MATERIAL FOR THIS EXERCISE:
════════════════

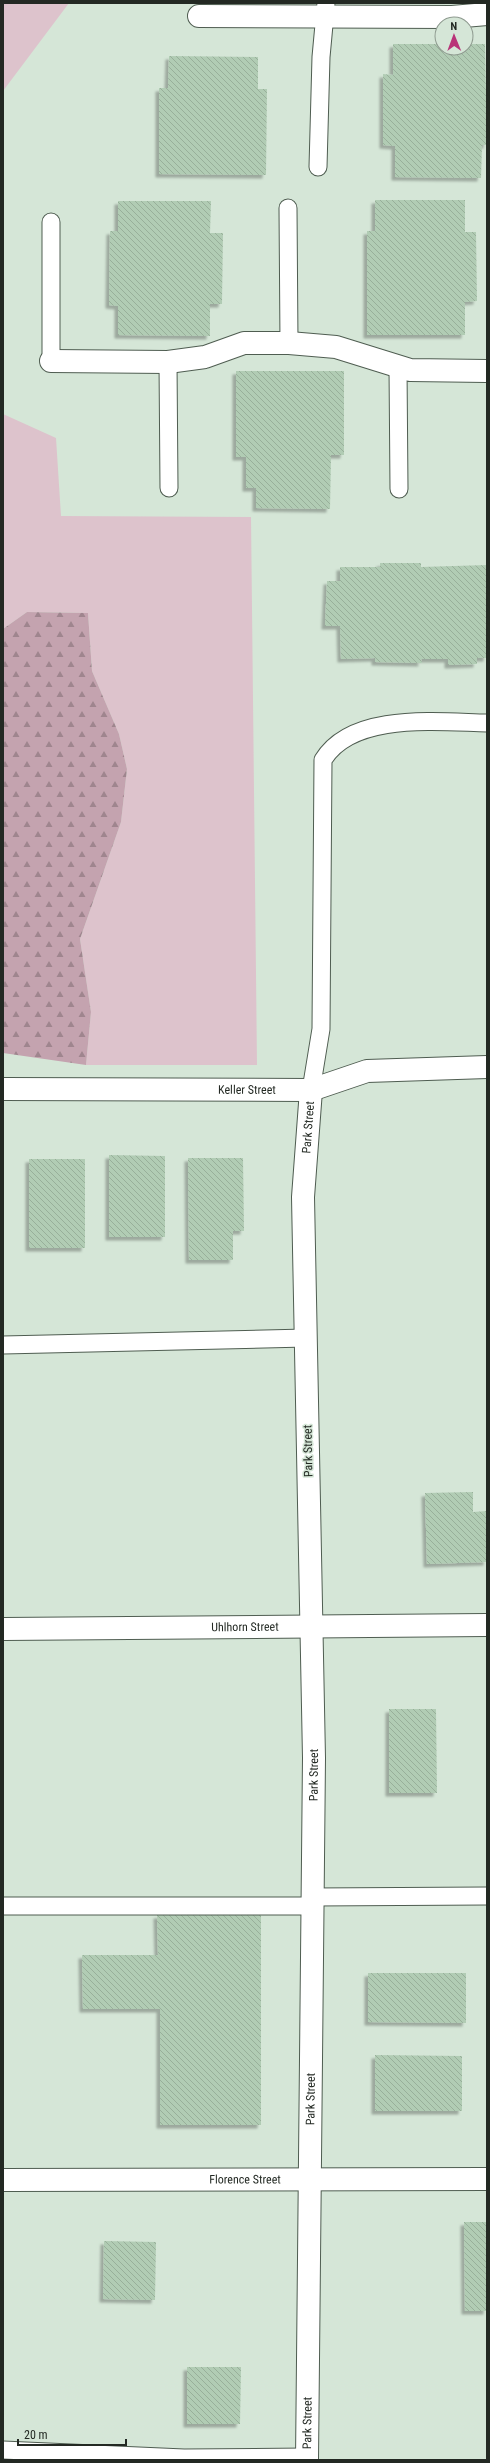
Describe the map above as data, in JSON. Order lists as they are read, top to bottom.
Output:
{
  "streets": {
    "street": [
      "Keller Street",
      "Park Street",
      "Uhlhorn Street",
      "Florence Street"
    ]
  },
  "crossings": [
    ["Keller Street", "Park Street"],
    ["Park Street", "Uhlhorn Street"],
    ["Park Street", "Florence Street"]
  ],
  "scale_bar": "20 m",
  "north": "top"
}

════════════════

WORK REQUEST:
A word-for-word copy of the data above is needed, one that omits the pictures.

REPLY:
Describe the map above as data, in JSON. Order lists as they are read, top to bottom.
Output:
{
  "streets": {
    "street": [
      "Keller Street",
      "Park Street",
      "Uhlhorn Street",
      "Florence Street"
    ]
  },
  "crossings": [
    ["Keller Street", "Park Street"],
    ["Park Street", "Uhlhorn Street"],
    ["Park Street", "Florence Street"]
  ],
  "scale_bar": "20 m",
  "north": "top"
}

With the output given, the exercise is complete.